# Pier sharkin



## extremejigging (Nov 17, 2011)

Im interested in pier shark fishing. But im curious as to how to get a big bait out without paddling it out. Any suggestions?


----------



## MillerTime (Jul 6, 2011)

Balloons work pretty well. What's the plan once you hook into it?


----------



## extremejigging (Nov 17, 2011)

Well i would walk them down the pier to the beach. Ah ballons....nice


----------



## PAWGhunter (Feb 3, 2010)

extremejigging said:


> Well i would walk them down the pier to the beach.


Easier said than done

Navarre Beach pier allows shark fishing.


----------



## MillerTime (Jul 6, 2011)

PAWGhunter said:


> Easier said than done


x2

I would be wary of the shark going under the pier while you were walking it back down and getting wrapped around and tangled in the pilings. Just something to think about.


----------



## reelthrill (Oct 3, 2007)

I used to shark fish in the late 70's and early eighties quite a bit. We would thread our hook and leader through a bonita, half a jack crevalle, barracuda, etc... We would then start pulling line off the real and draping in over the railing. After that we would put a pair of gloves on and twirly the leader round and round and literally sling the bait out there. On a north wind you can put the bait in a box and let it float out with the wind then pull it out of the box.


----------



## Bill904 (Oct 11, 2007)

First of the week, I saw guys shark fishing off Navarre Pier, middle of day, one guy had a black drun, (several pounds, ) tied to a garbage bag for shark bait , blown up, with the north Wind, it had no problem blowing it out 50-100 yeds,, One guy had one (shark) on, got him to pier,lost him for what ever the reason, he was using Bonita, was pretty good size shark, not sure of kind.. , but was good day as only about 5 people fishing, Water was murkey, strong wind, cold. no one fishing in close, too windy I think.

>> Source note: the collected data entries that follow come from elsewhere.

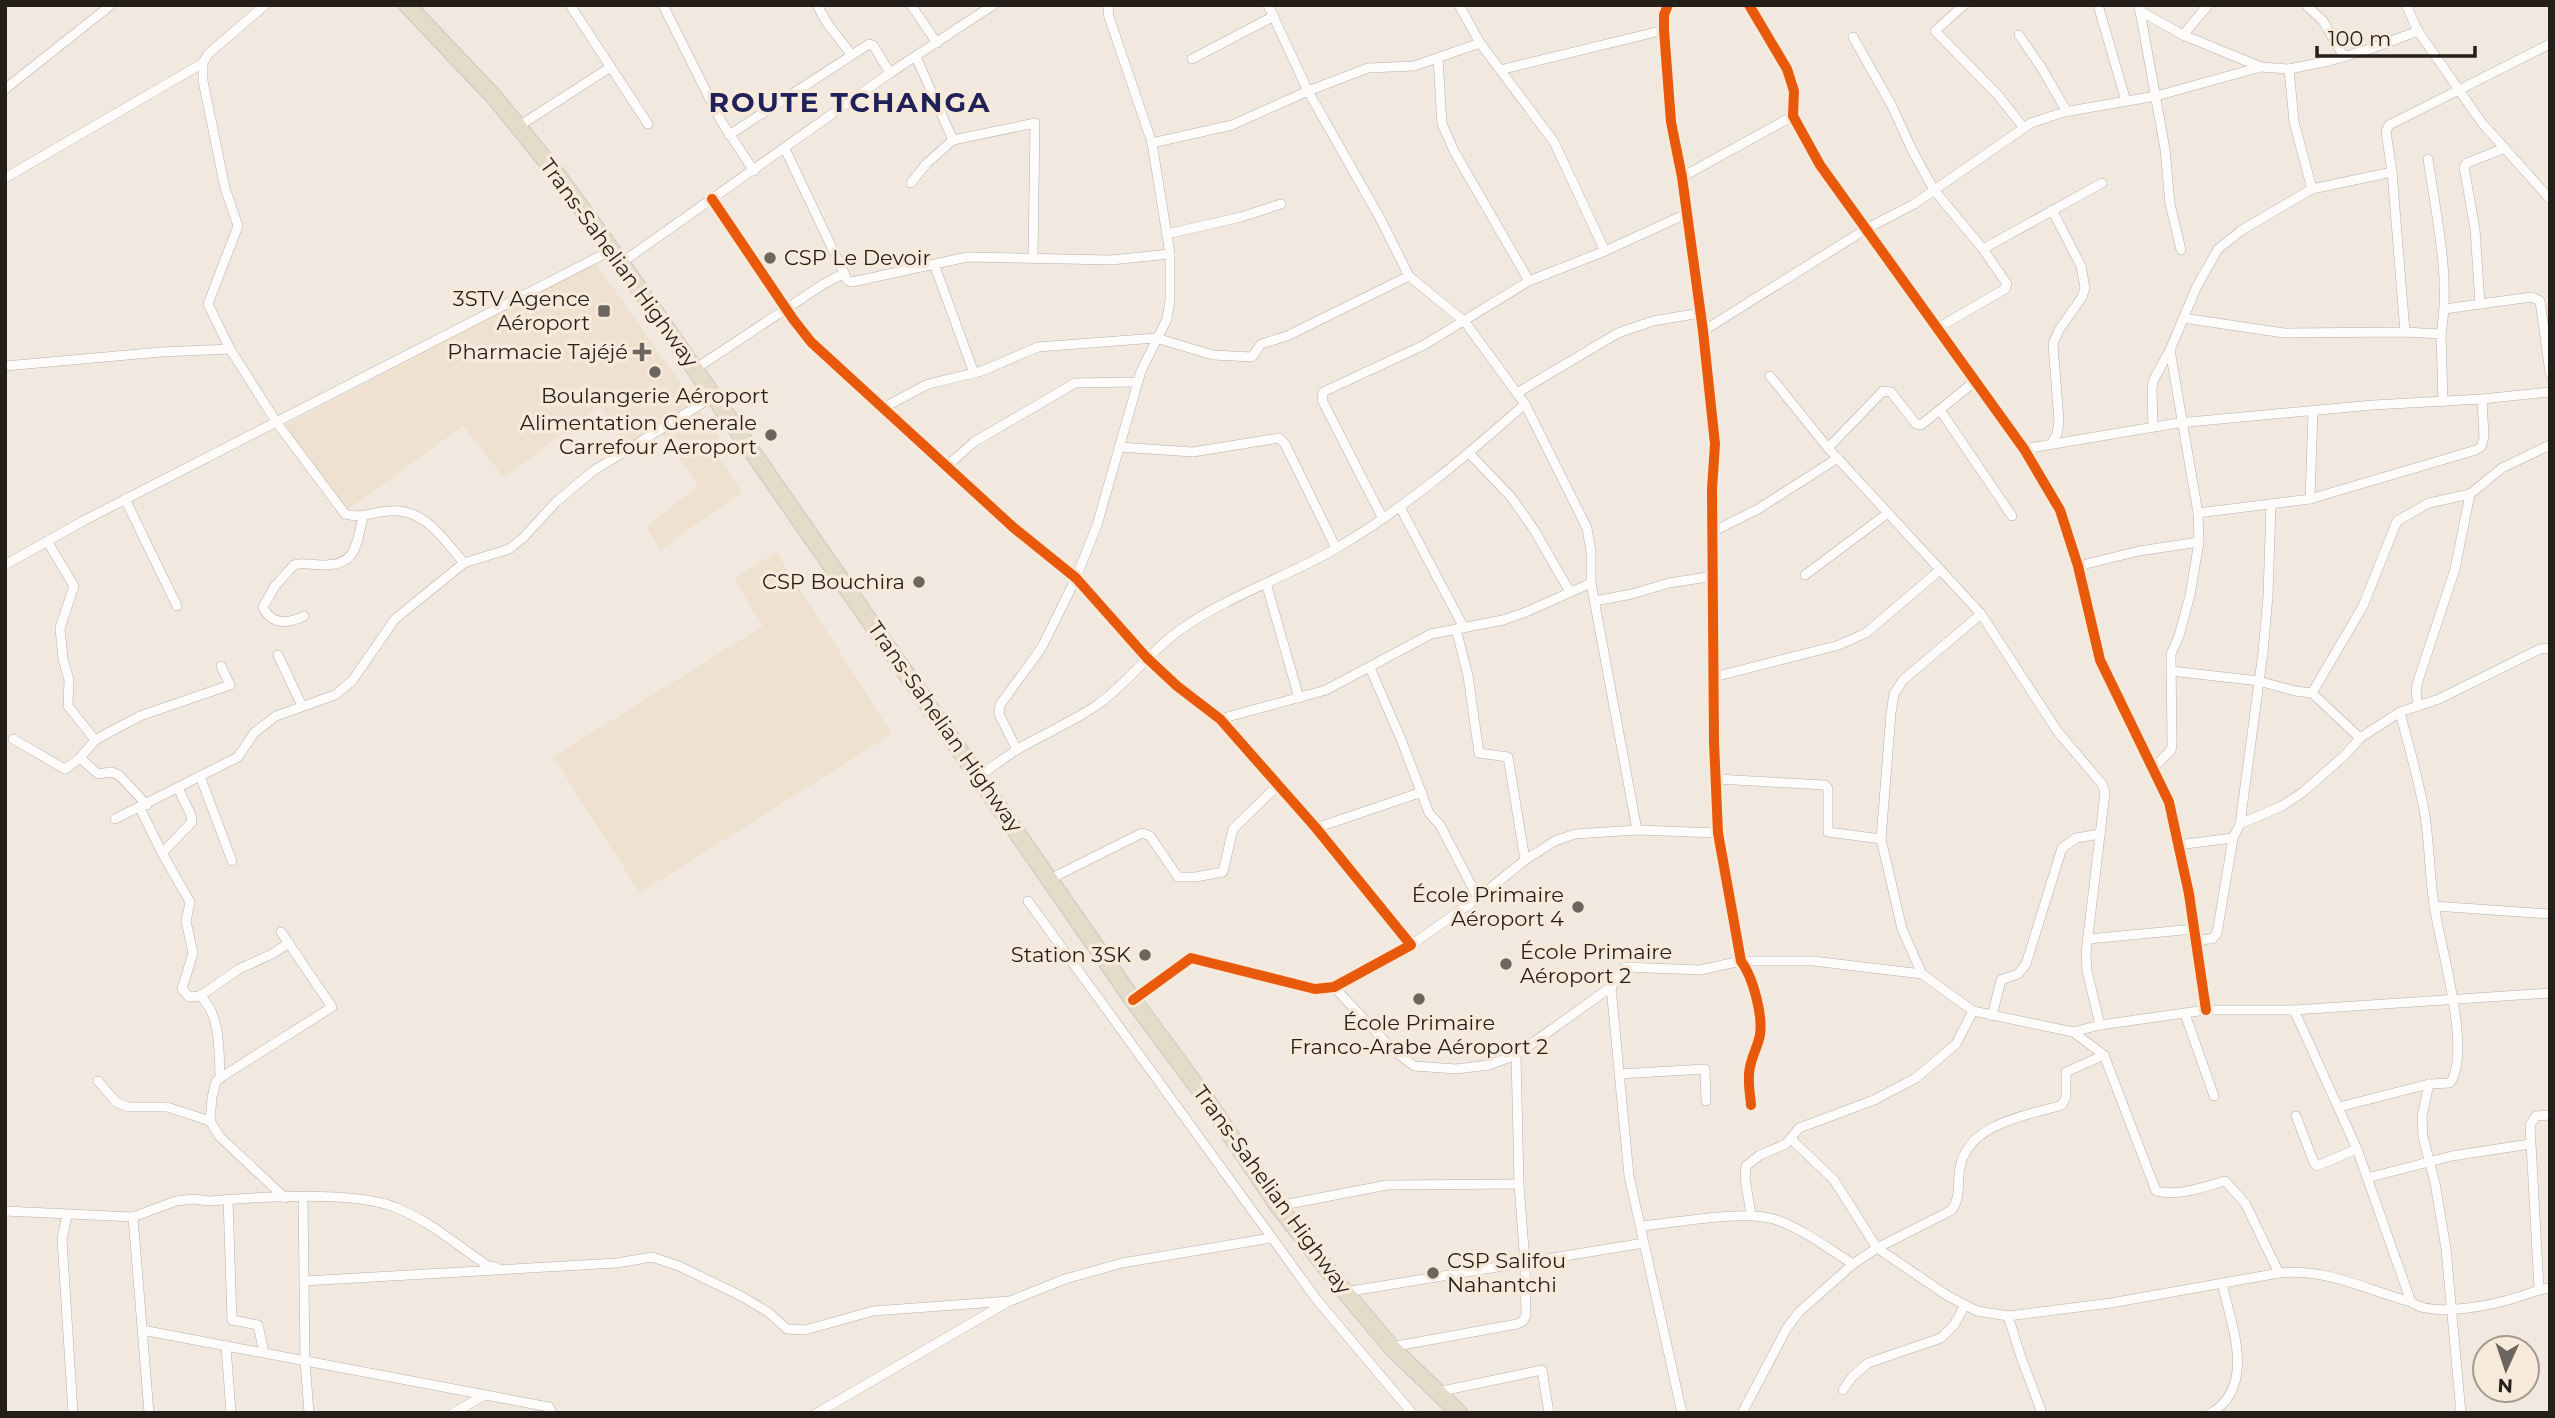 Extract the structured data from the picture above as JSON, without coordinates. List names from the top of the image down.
{
  "streets": {
    "highway": ["Trans-Sahelian Highway"]
  },
  "districts": ["ROUTE TCHANGA"],
  "places": {
    "other": [
      "CSP Le Devoir",
      "Boulangerie Aéroport",
      "Alimentation Generale Carrefour Aeroport",
      "CSP Bouchira",
      "École Primaire Aéroport 4",
      "Station 3SK",
      "École Primaire Aéroport 2",
      "École Primaire Franco-Arabe Aéroport 2",
      "CSP Salifou Nahantchi"
    ],
    "transit": ["3STV Agence Aéroport"],
    "health": ["Pharmacie Tajéjé"]
  },
  "scale_bar": "100 m",
  "north": "bottom"
} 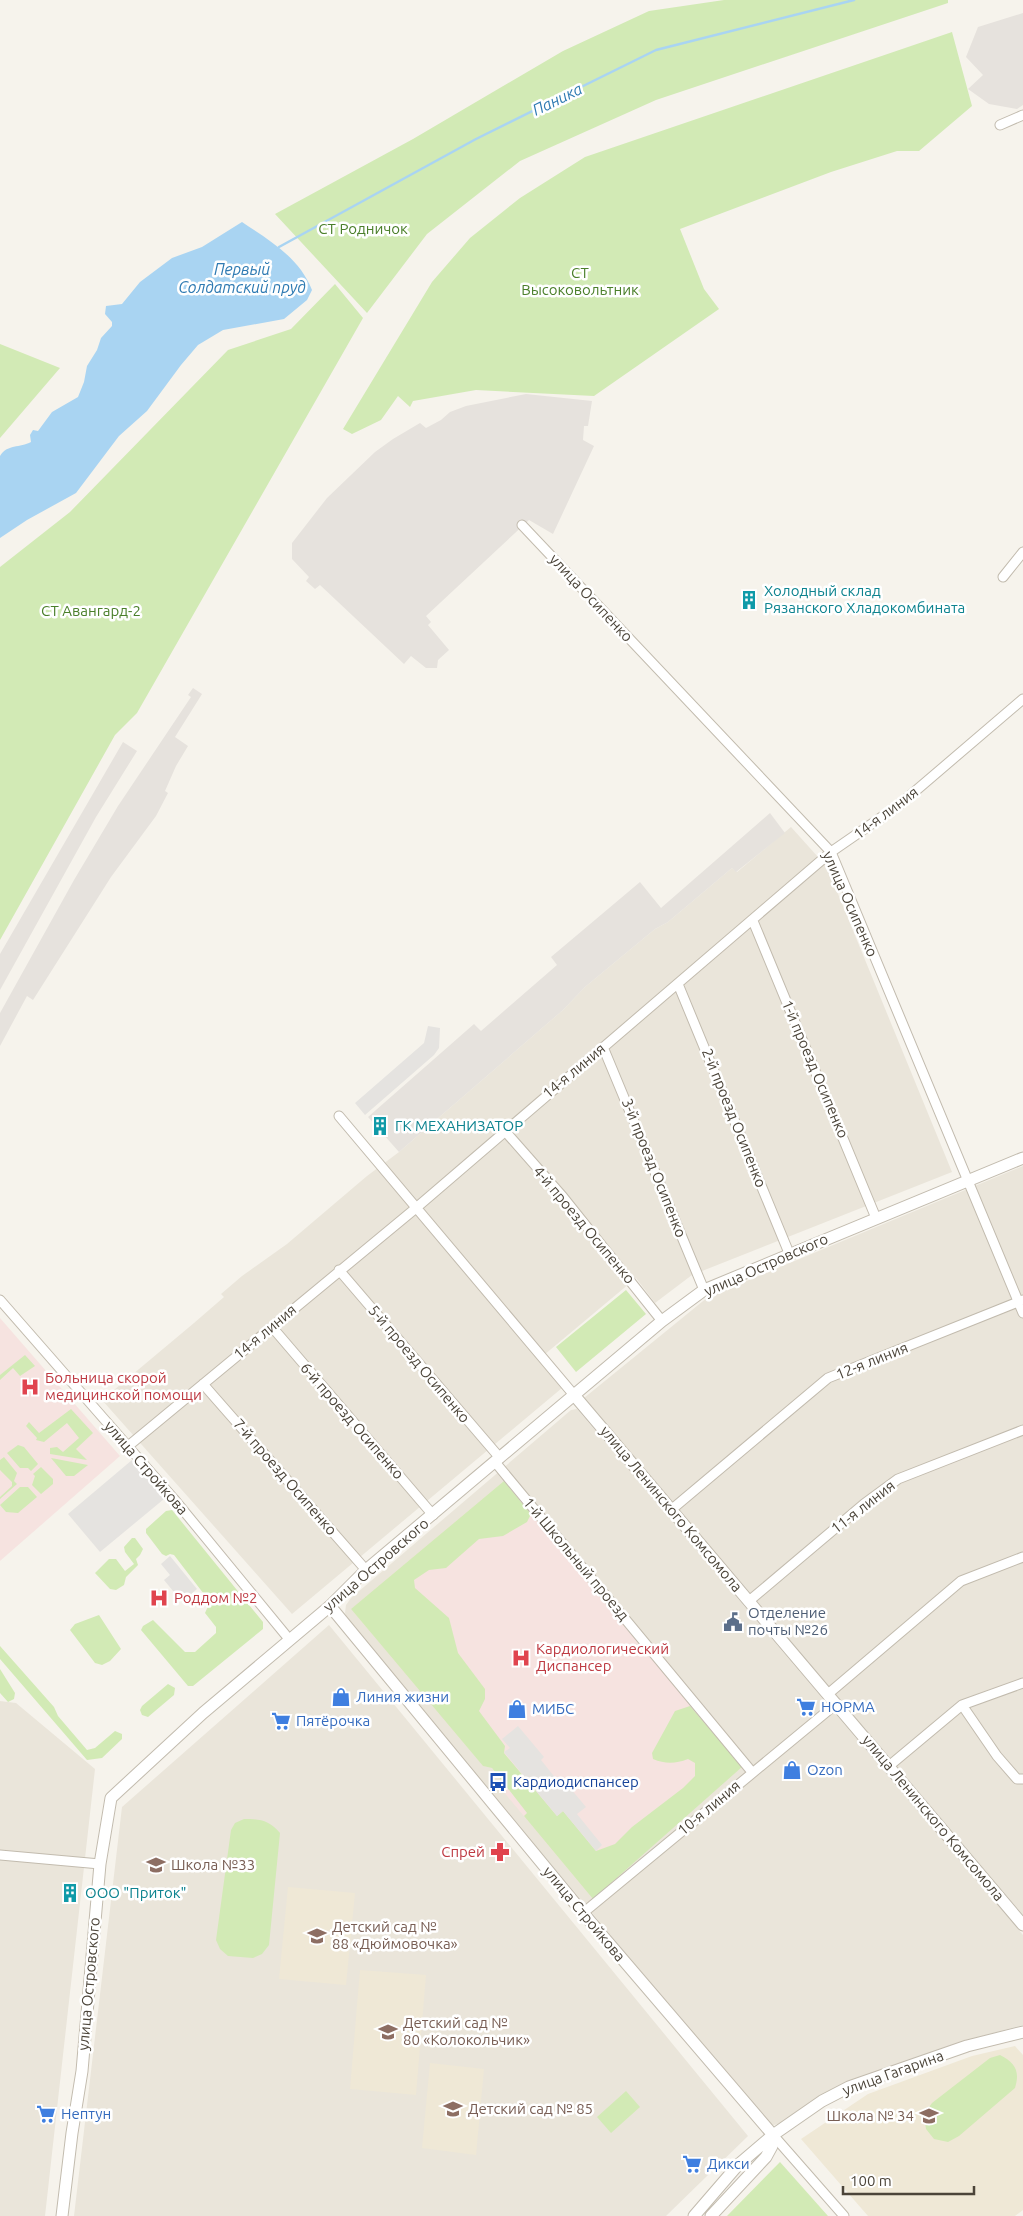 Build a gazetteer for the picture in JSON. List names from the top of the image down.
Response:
{
  "streets": {
    "street": [
      "улица Осипенко",
      "14-я линия",
      "1-й проезд Осипенко",
      "2-й проезд Осипенко",
      "3-й проезд Осипенко",
      "4-й проезд Осипенко",
      "улица Островского",
      "12-я линия",
      "5-й проезд Осипенко",
      "6-й проезд Осипенко",
      "улица Стройкова",
      "7-й проезд Осипенко",
      "11-я линия",
      "улица Ленинского Комсомола",
      "1-й Школьный проезд",
      "10-я линия",
      "улица Гагарина"
    ]
  },
  "crossings": [
    ["улица Осипенко", "14-я линия"],
    ["улица Осипенко", "улица Островского"],
    ["улица Осипенко", "12-я линия"],
    ["14-я линия", "1-й проезд Осипенко"],
    ["14-я линия", "2-й проезд Осипенко"],
    ["14-я линия", "3-й проезд Осипенко"],
    ["14-я линия", "4-й проезд Осипенко"],
    ["14-я линия", "5-й проезд Осипенко"],
    ["14-я линия", "6-й проезд Осипенко"],
    ["14-я линия", "улица Стройкова"],
    ["14-я линия", "7-й проезд Осипенко"],
    ["14-я линия", "улица Ленинского Комсомола"],
    ["1-й проезд Осипенко", "улица Островского"],
    ["2-й проезд Осипенко", "улица Островского"],
    ["3-й проезд Осипенко", "улица Островского"],
    ["4-й проезд Осипенко", "улица Островского"],
    ["улица Островского", "5-й проезд Осипенко"],
    ["улица Островского", "6-й проезд Осипенко"],
    ["улица Островского", "улица Стройкова"],
    ["улица Островского", "7-й проезд Осипенко"],
    ["улица Островского", "улица Ленинского Комсомола"],
    ["улица Островского", "1-й Школьный проезд"],
    ["12-я линия", "улица Ленинского Комсомола"],
    ["5-й проезд Осипенко", "1-й Школьный проезд"],
    ["улица Стройкова", "10-я линия"],
    ["улица Стройкова", "улица Гагарина"],
    ["11-я линия", "улица Ленинского Комсомола"],
    ["улица Ленинского Комсомола", "10-я линия"],
    ["1-й Школьный проезд", "10-я линия"]
  ],
  "water": ["Паника", "Первый Солдатский пруд"],
  "parks": ["СТ Родничок", "СТ Высоковольтник", "СТ Авангард-2"],
  "places": {
    "building": ["Холодный склад Рязанского Хладокомбината", "ГК МЕХАНИЗАТОР", "ООО \"Приток\""],
    "hospital": ["Больница скорой медицинской помощи", "Роддом №2", "Кардиологический Диспансер"],
    "public building": ["Отделение почты №26"],
    "shop": ["Линия жизни", "МИБС", "Ozon"],
    "supermarket": [
      "НОРМА",
      "Пятёрочка",
      "Нептун",
      "Дикси"
    ],
    "bus stop": ["Кардиодиспансер"],
    "pharmacy": ["Спрей"],
    "school or university": [
      "Школа №33",
      "Детский сад № 88 «Дюймовочка»",
      "Детский сад № 80 «Колокольчик»",
      "Детский сад № 85",
      "Школа № 34"
    ]
  },
  "scale_bar": "100 m"
}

Usually are several , bait fishing about half way out, but even whiting and pompano, were safe at Navarre Pier that day. I did see few mullet, in couple of schools close to shore, but not many in each school.


----------



## extremejigging (Nov 17, 2011)

Thanks for the input.


----------



## GruBZ (Sep 13, 2009)

PENSACOLA PIER does not allow sharkfishing... just lettin u know...


----------